My clinical experience allows me to add an end-user perspective to the questions we answer for our clients, offering first-hand knowledge related to the nuances and considerations surrounding how physicians make decisions about their practice. My background lends itself to more rigorous scientific due diligence, which can be key for early stage MedTech companies with innovative technologies that are poised to be paired to the right clinical applications.
Q: You spent time in venture capital. What is the biggest takeaway that you were able to glean that is of value to MedTech executives and entrepreneurs?
Dr. Igoe: The quality and success of a startup’s products or technologies is only a fraction of a VC’s decision to invest in a company. The two main considerations that MedTech executives and entrepreneurs often overlook are the quality of the initial proposal and finding a VC that is the right fit. A clear, concise pitch deck, reliable and easy-to-verify source material, and realistic financial projections can elevate a company with an underdeveloped product. Conversely, too many typos or outlandish revenue predictions can cause a VC to pass on a company, even if it has promising technology.
When it comes to investor-company fit, I encourage founders to do extensive research on the VC’s they seek to engage with – look at their prior deals and see if the check size, investment series, and stage in commercialization roughly match what you are proposing. Asking for too much or too little money or engaging too early or too late in your company’s growth can eliminate a company from consideration before it begins.

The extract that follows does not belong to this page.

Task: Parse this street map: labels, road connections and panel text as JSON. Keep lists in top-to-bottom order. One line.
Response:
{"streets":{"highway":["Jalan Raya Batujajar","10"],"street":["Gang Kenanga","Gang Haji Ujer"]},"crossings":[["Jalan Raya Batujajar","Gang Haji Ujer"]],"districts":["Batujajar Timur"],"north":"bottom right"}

Find the right investors with the right strategies, then create an impressive presentation to clearly demonstrate and communicate your value.
Q: What are you most passionate about when it comes to medical technology?

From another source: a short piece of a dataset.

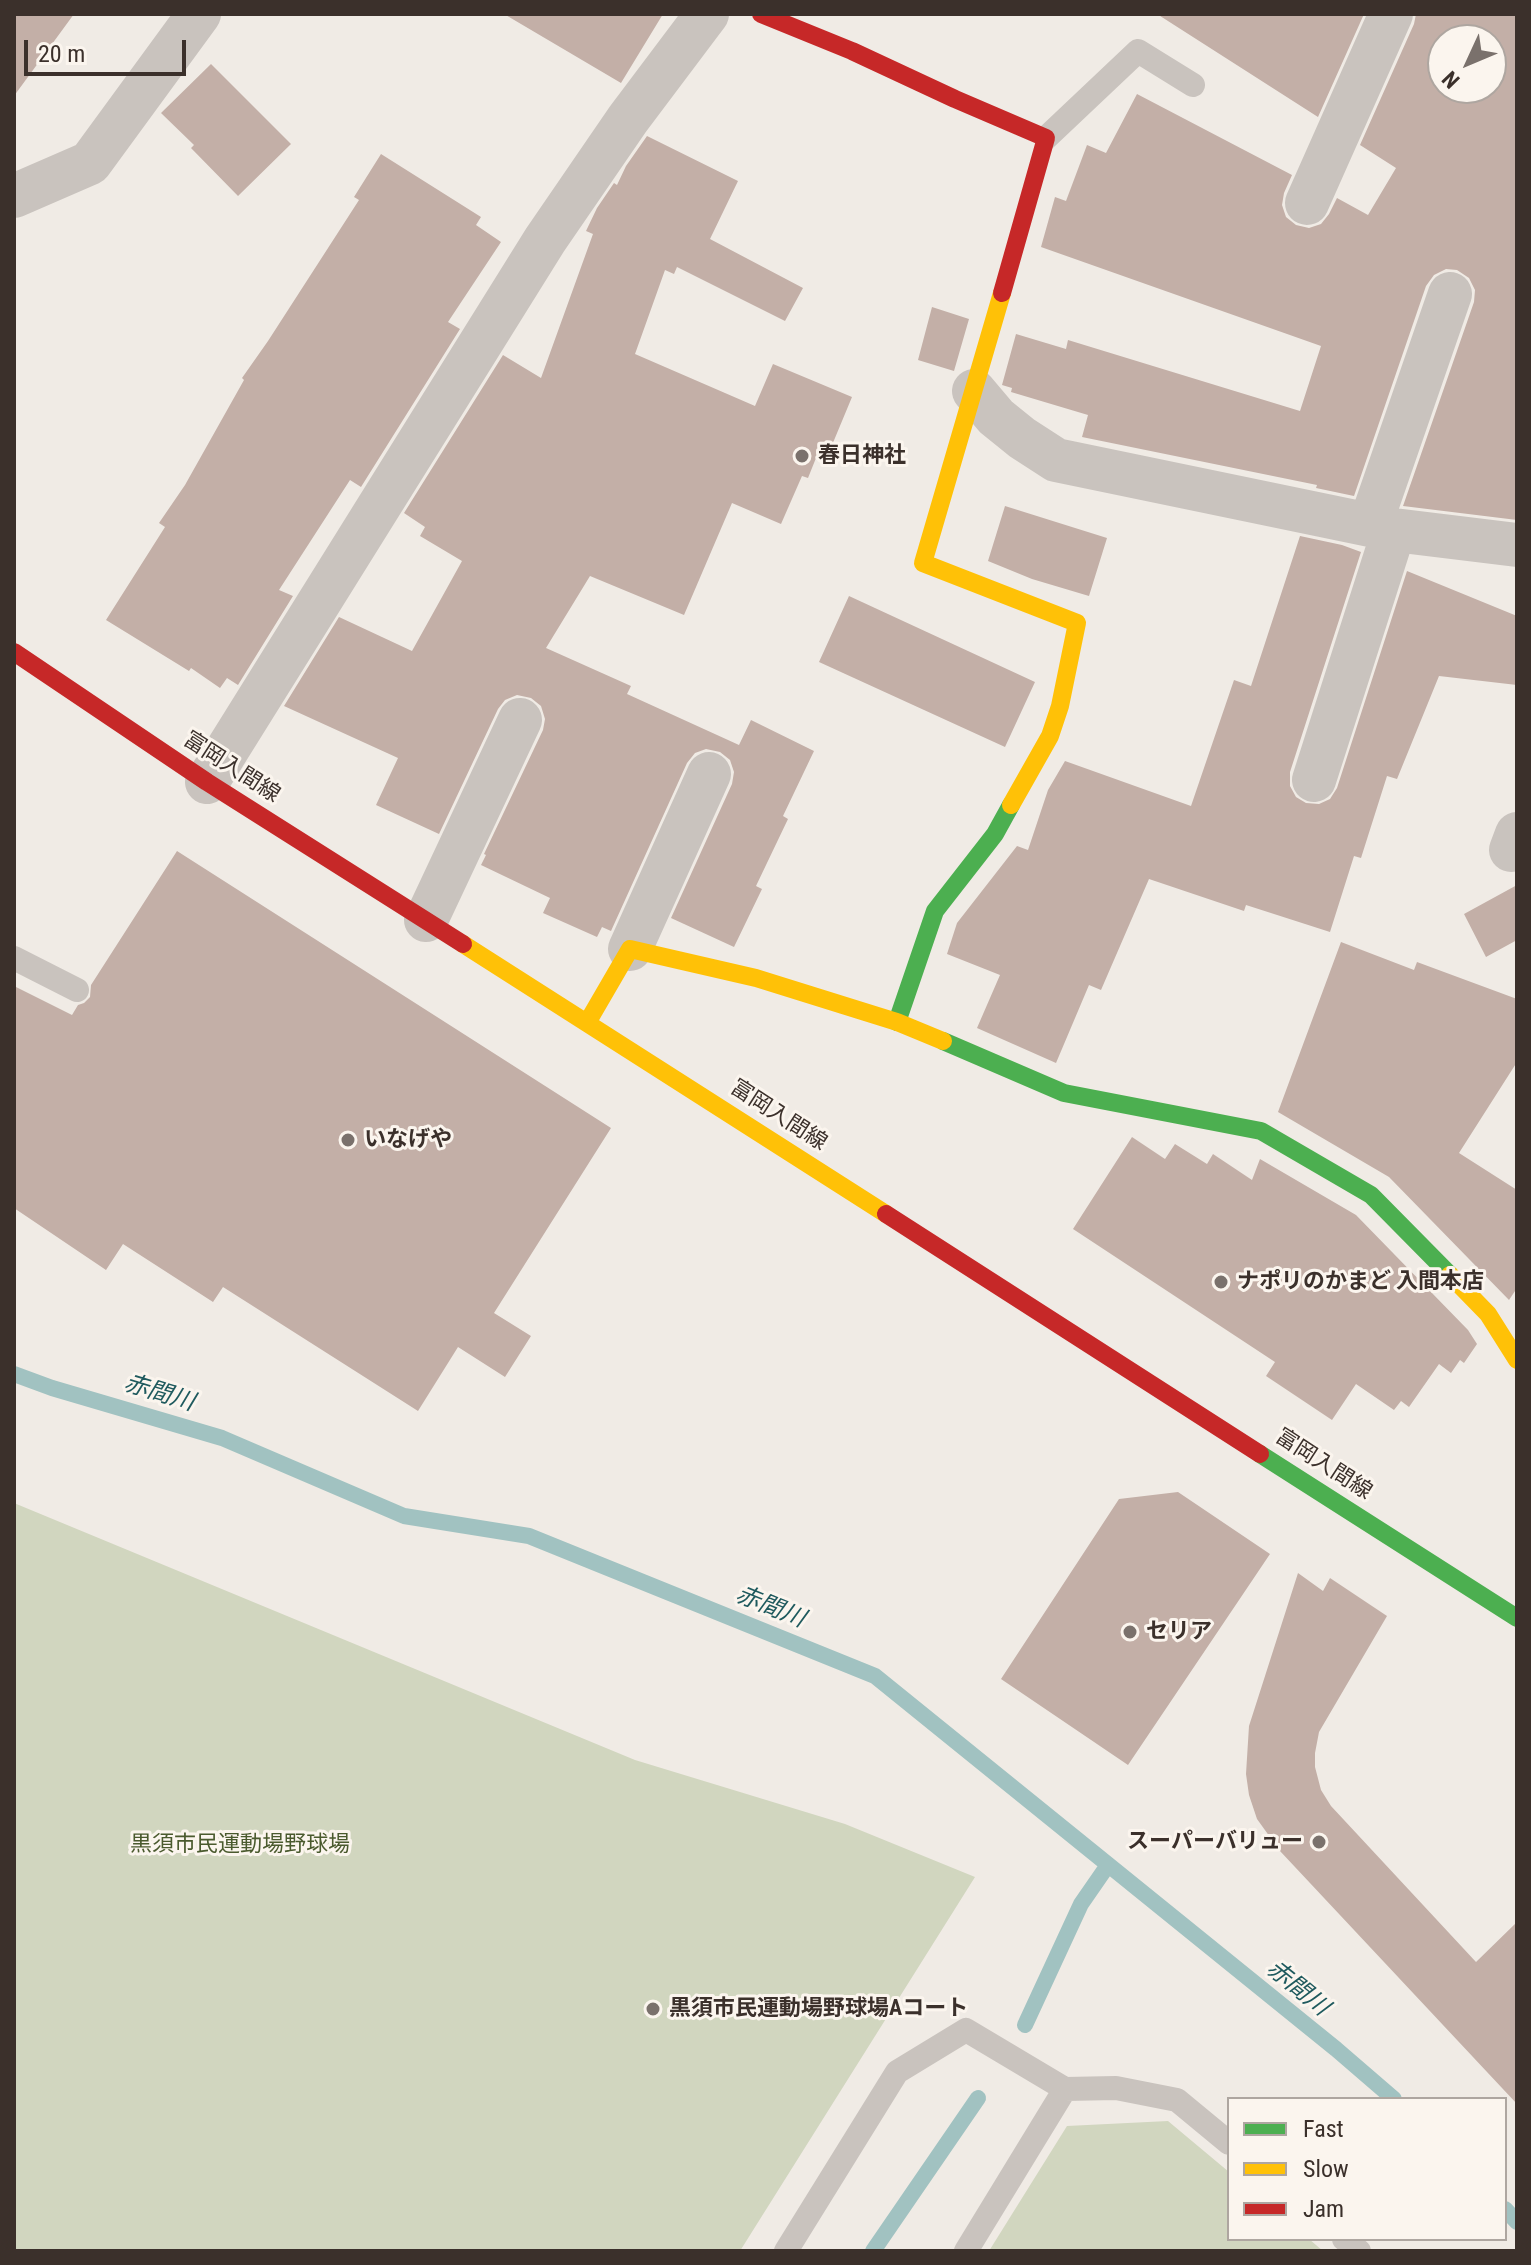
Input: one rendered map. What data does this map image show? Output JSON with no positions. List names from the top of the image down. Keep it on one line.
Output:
{"streets":{"street":["富岡入間線"]},"water":["赤間川"],"parks":["黒須市民運動場野球場"],"places":["春日神社","いなげや","ナポリのかまど 入間本店","セリア","スーパーバリュー","黒須市民運動場野球場Aコート"],"legend":["Fast","Slow","Jam"],"scale_bar":"20 m","north":"bottom left"}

Dr. Igoe: Finding the right clinical application for the right technologies! Working at the interface of business and medicine has shown me where disparate incentives can lead to early communication breakdowns between the scientists and engineers who develop the technologies and the investors and executives who sell them.
Particularly in orthopedics, which usually brings in the most – if not among the most – money for hospital systems, I saw countless new technologies being sold to surgeons who had no real need for them. All too often an attempt to shoehorn a product into an inappropriate market leads to improbably large initial promises and companies that flame out early. It is far better – both clinically and financially – to offer something valuable and impactful for a rare or orphan disease than to offer something unnecessary for a common one.

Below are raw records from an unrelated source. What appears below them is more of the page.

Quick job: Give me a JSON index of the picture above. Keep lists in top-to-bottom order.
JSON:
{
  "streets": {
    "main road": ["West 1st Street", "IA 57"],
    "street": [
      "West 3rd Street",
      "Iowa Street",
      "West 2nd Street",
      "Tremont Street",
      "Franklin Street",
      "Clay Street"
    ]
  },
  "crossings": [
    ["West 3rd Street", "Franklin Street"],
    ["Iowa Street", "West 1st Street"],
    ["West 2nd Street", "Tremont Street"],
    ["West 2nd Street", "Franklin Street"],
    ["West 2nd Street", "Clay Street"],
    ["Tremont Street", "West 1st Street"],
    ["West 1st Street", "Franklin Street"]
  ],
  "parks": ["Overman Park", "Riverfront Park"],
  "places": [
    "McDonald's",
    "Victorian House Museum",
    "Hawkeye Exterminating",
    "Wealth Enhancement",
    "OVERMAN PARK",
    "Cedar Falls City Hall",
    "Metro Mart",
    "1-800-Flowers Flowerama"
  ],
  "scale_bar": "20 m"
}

Q: What are you most excited to accomplish with Jaunt?
Dr. Igoe: I love interfacing with entrepreneurs and helping them flesh out the scientific considerations and potential applications of their technologies. I also plan to expand our broad network of physicians like me who can offer in-depth insights and invaluable opinions for our clients and our research. My job is to enrich the group and provide doctors with a place to collaborate with one another while they contribute to innovation in their fields. Our network also has the potential to benefit them personally in their own practices.
As we continue to work with clients on preparing for fundraising, I will be expanding our network of investors as well. Jaunt is a trusted, informed, and well-connected resource for both founders and VC’s, so my goal is to expand that foundation to match the right investment firms with the right startups.